Pipeline config

The main search function, find_et, accepts a Python dict as its primary configuration.

The pipeline config dict has for primary keys, each of which holds its own config dict:

  • preprocess: For pre-processing tasks (normalizing and blanking data).

  • deoppler: For options controlling dedoppler search.

  • hitsearch: Searching for hits in dedoppler space.

  • pipeline: Control and iteration of dedoppler/hitsearch.

Dicts within the pipeline config dict are passed as kwargs to functions that are called in the pipeline.
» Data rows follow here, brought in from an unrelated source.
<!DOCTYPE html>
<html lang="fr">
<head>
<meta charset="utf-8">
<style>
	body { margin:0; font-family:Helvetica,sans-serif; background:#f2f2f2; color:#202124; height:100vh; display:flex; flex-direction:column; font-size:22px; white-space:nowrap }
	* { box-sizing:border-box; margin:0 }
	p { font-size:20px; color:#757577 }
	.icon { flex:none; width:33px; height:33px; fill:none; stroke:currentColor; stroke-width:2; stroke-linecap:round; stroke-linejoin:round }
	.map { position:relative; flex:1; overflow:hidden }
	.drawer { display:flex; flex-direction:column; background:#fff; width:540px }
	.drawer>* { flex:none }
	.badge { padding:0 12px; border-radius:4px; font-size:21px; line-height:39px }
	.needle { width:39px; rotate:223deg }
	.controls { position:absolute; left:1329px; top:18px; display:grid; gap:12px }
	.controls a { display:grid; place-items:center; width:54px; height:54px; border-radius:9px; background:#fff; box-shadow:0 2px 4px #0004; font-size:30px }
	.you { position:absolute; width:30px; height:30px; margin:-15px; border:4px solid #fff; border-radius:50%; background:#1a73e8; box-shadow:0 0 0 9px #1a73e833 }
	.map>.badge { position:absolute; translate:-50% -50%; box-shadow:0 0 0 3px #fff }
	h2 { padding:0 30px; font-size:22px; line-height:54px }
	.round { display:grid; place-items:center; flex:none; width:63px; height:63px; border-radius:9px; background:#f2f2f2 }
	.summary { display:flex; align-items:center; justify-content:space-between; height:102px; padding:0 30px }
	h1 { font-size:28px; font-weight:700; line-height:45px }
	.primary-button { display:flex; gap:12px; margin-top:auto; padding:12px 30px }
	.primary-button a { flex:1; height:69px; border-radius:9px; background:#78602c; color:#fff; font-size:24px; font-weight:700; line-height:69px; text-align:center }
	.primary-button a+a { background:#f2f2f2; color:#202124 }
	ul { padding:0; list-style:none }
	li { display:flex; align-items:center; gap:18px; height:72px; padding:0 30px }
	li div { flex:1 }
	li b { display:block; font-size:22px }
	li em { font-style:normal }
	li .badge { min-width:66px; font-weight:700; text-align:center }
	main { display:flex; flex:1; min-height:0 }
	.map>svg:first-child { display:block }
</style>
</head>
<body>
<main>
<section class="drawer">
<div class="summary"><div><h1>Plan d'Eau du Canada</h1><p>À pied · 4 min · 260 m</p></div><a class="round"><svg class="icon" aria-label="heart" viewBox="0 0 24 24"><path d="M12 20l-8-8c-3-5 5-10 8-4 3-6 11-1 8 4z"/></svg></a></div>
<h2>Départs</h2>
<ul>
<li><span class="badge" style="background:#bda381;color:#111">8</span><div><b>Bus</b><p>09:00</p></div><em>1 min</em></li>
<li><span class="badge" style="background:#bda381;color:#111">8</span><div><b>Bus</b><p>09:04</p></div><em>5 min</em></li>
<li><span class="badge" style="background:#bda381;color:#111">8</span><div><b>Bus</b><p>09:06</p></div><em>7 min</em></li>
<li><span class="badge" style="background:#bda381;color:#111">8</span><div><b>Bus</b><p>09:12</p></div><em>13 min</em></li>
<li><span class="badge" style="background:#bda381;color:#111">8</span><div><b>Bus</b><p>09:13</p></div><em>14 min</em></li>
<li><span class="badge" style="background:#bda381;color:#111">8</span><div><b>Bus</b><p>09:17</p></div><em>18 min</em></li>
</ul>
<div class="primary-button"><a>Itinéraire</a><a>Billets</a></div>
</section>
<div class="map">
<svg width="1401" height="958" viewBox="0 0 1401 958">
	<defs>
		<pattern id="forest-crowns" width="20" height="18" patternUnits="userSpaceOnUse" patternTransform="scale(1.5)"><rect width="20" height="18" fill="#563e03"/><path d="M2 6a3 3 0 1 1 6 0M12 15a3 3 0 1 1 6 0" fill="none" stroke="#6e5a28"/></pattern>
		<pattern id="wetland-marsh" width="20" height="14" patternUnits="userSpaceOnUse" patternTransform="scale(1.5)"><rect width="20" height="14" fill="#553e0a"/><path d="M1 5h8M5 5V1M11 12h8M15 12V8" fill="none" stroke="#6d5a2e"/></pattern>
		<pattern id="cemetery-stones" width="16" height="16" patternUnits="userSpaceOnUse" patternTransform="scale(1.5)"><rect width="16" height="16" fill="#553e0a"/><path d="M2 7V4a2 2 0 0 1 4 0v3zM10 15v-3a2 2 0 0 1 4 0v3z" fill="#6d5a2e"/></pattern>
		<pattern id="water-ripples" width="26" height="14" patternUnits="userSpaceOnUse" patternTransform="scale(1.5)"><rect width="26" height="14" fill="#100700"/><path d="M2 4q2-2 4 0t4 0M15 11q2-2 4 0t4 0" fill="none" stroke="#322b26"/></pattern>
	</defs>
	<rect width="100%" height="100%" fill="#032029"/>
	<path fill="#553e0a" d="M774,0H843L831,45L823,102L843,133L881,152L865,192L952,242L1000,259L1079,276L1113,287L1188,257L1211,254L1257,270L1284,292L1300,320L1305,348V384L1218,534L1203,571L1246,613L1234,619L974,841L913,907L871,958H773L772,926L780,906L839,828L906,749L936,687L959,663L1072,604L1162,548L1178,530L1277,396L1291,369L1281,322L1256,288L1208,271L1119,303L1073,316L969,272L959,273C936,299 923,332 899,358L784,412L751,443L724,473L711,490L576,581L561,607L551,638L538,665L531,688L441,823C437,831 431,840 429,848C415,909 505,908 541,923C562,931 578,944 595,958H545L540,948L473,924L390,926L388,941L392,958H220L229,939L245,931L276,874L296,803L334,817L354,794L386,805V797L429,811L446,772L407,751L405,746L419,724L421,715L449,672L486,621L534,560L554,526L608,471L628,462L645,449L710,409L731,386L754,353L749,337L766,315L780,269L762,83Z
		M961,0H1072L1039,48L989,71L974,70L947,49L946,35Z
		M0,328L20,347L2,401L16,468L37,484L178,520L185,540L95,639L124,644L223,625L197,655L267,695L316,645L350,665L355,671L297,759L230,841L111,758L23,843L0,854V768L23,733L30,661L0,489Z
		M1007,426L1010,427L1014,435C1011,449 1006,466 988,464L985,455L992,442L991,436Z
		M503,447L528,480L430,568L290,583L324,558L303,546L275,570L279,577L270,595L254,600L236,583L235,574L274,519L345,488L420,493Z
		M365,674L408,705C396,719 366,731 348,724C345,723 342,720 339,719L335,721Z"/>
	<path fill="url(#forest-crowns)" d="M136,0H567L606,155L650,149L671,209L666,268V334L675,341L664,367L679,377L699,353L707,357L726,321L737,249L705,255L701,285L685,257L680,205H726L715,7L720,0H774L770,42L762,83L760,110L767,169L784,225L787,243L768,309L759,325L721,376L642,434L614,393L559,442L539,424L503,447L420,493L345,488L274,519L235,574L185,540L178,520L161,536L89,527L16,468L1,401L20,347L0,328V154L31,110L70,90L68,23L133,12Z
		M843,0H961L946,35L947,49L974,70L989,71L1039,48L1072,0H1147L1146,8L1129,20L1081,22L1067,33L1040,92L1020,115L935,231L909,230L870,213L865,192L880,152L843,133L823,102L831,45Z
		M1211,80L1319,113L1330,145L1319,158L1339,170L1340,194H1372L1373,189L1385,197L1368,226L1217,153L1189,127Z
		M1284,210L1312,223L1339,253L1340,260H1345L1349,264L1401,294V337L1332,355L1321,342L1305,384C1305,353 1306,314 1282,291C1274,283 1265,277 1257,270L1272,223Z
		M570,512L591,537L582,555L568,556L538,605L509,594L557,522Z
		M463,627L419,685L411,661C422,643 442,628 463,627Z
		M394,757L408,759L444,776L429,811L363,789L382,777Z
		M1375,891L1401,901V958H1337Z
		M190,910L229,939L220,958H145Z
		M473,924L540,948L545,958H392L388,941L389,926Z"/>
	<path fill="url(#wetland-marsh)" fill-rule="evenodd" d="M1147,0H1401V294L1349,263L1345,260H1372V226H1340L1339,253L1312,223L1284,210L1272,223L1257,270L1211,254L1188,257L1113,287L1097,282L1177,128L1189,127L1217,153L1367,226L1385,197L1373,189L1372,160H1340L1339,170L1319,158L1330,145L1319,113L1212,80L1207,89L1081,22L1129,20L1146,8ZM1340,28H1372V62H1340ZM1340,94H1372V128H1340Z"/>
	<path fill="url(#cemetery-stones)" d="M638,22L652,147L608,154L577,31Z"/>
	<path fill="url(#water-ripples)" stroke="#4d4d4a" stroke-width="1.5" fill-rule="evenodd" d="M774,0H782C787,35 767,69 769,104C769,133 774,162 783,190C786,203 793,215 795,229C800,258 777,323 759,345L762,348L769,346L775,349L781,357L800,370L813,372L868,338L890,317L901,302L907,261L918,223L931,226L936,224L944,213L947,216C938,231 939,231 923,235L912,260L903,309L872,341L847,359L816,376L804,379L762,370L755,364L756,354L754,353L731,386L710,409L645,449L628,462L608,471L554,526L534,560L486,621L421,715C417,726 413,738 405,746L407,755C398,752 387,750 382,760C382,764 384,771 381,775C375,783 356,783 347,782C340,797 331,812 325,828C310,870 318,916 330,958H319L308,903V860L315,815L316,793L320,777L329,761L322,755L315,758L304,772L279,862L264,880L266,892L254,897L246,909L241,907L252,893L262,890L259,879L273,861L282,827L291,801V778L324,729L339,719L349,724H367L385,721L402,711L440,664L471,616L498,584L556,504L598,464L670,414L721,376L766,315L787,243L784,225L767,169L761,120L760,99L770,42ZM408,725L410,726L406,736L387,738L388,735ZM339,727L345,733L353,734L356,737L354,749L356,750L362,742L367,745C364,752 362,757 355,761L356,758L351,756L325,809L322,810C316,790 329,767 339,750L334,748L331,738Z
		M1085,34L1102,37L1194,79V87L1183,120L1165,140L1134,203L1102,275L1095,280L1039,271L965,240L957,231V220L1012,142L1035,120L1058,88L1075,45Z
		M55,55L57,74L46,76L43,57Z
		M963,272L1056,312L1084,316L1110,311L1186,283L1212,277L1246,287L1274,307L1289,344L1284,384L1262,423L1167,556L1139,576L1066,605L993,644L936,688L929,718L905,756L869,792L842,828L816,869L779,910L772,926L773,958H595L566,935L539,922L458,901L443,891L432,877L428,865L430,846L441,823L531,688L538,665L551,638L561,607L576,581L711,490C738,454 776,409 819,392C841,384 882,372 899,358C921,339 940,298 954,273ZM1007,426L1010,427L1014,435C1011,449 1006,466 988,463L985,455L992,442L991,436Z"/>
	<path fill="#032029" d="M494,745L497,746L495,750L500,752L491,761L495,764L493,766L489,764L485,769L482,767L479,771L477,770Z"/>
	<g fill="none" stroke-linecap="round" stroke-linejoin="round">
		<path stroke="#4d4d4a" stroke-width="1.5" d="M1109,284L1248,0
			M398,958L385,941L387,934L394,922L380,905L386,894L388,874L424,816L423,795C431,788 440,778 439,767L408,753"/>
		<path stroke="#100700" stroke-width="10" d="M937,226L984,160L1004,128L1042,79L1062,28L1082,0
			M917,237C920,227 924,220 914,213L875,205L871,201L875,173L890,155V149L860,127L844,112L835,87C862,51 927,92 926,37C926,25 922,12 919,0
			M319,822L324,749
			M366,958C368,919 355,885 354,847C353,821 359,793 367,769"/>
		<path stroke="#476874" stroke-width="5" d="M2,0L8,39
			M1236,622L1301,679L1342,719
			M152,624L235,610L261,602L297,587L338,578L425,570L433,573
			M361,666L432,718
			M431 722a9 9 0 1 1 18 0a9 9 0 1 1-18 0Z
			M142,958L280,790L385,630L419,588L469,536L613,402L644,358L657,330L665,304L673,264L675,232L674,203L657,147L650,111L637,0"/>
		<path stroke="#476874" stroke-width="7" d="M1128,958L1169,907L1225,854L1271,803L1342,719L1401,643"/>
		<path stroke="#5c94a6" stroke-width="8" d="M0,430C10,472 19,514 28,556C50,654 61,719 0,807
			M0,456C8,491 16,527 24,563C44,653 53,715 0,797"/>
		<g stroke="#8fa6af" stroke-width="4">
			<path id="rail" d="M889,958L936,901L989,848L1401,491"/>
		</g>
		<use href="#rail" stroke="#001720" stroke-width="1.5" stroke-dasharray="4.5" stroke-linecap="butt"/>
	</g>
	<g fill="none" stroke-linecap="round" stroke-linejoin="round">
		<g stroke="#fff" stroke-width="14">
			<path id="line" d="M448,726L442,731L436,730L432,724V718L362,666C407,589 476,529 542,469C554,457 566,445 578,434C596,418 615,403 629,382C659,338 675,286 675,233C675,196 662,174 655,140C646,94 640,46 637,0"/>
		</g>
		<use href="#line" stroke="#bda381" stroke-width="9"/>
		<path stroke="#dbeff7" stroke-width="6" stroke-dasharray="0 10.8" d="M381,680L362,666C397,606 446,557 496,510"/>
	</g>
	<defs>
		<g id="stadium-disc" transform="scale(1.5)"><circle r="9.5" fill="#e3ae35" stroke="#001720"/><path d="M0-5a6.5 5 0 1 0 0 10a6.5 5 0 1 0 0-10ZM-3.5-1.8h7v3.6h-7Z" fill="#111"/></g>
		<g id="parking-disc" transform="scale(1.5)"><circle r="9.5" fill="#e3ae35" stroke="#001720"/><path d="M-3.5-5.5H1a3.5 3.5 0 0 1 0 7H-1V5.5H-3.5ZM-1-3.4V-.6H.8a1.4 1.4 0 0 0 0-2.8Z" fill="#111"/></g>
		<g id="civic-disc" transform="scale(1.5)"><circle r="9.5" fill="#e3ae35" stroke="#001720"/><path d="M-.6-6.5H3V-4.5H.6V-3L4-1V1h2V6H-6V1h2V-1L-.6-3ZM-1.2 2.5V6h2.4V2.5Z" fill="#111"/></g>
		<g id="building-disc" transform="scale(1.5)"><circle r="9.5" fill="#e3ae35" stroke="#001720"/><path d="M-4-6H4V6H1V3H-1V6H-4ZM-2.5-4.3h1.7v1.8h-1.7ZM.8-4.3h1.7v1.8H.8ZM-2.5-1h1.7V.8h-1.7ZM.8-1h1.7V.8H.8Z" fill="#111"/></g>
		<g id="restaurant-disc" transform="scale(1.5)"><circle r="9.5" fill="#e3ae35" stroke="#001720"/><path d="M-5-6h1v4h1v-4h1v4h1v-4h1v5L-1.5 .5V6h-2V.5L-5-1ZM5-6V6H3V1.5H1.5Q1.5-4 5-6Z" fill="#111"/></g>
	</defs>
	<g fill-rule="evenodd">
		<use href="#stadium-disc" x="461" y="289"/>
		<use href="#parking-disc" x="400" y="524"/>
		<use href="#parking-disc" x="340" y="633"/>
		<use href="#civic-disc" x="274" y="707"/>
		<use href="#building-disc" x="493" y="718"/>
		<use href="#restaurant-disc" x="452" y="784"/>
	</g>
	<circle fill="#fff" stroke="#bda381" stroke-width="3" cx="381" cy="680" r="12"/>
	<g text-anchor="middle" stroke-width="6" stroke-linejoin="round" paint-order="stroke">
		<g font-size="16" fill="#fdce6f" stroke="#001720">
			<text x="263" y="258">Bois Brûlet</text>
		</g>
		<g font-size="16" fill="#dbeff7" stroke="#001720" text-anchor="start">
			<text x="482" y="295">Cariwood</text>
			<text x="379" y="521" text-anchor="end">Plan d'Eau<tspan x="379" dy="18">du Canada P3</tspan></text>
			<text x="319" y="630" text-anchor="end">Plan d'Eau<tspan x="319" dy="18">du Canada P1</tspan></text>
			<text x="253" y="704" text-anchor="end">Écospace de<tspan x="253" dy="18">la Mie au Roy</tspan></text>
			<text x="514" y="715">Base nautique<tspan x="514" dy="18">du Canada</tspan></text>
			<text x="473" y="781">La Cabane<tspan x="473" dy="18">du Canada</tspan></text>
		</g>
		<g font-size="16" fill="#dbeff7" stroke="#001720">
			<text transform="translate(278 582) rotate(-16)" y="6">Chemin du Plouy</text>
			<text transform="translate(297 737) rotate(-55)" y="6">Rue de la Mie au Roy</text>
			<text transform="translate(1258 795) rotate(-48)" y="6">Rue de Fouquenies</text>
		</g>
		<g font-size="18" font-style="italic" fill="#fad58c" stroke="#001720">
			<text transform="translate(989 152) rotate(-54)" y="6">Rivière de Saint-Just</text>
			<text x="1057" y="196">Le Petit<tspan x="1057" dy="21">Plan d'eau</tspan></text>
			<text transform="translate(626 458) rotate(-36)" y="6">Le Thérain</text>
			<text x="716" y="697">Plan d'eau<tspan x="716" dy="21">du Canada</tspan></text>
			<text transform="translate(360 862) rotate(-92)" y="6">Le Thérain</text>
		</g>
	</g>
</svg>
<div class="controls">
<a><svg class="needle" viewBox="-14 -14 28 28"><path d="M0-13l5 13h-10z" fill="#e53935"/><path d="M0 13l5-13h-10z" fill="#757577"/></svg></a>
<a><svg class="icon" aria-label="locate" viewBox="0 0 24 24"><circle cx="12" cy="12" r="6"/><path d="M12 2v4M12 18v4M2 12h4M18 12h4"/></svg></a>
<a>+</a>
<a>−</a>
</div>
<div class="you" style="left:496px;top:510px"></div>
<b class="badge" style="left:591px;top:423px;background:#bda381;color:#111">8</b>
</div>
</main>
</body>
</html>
For example, the config['dedoppler'] dict is passed with the following invocation:

self.dedopp, self.dedopp_sk = dedoppler(self.data_array, **self.config['dedoppler'])

Which passes to the dedoppler.dedoppler() method:

def dedoppler(data_array: DataArray, 
              max_dd: u.Quantity, 
              min_dd: u.Quantity=None, 
              boxcar_size: int=1, 
              kernel: str='dedoppler', 
              apply_smearing_corr: bool=False, 
              plan: str='stepped') -> DataArray:

A full configuration looks like:

config = {
    'preprocess': {
        'sk_flag': True,                        # Apply spectral kurtosis flagging
        'normalize': True,                      # Normalize data
        'blank_edges': {'n_chan': 32},          # Blank edges channels
        'blank_extrema': {'threshold': 100000}  # Blank ridiculously bright signals before search
    },
    'dedoppler': {
        'kernel': 'ddsk',                       # Doppler + kurtosis doppler (ddsk)
        'max_dd': 5.0,                          # Maximum dedoppler delay, 5 Hz/s
        'min_dd': None,                         # Minimum delay (None means symmetric with max, -5 to 5 Hz/s)
        'apply_smearing_corr': False,           # Correct  for smearing within dedoppler kernel 
                                                # NOTE: set to False if using multiple boxcars
        'plan': 'stepped'                       # Dedoppler trial spacing plan (stepped = less memory)
    },
    'hitsearch': {
        'threshold': 20,                        # SNR threshold above which to consider a hit
        'min_fdistance': None                   # Automatic calculation of min. channel spacing between hits
    },
    'pipeline': {
        'n_boxcar': 10,                         # Number of boxcar trials to apply (10 stages, 2^10 channels)
                                                # Boxcar is a moving average to compensate for smearing / broadband. 
                                                # NOTE: Use EITHER boxcars OR smearing correction, not both.
        'merge_boxcar_trials': True             # Merge hits at same frequency that are found in multiple boxcars
        'blank_hits': 
          {'n_blank': 4,                        # Do 4 rounds of iterative blanking
           'padding': 16 }                      #  
    }
}

YAML config

Pipeline configuration can also be loaded from a YAML file using the io.load_config() method.

# example.yaml
preprocess:
  blank_edges:
    n_chan: 32
  normalize: true
  sk_flag: true
dedoppler:
  apply_smearing_corr: true
  kernel: ddsk
  max_dd: 10.0
  min_dd: null
  plan: stepped
hitsearch:
  min_fdistance: null
  threshold: 20
pipeline:
  merge_boxcar_trials: true
  n_boxcar: 1
  blank_hits: 
    n_blank: 4, 
    padding: 16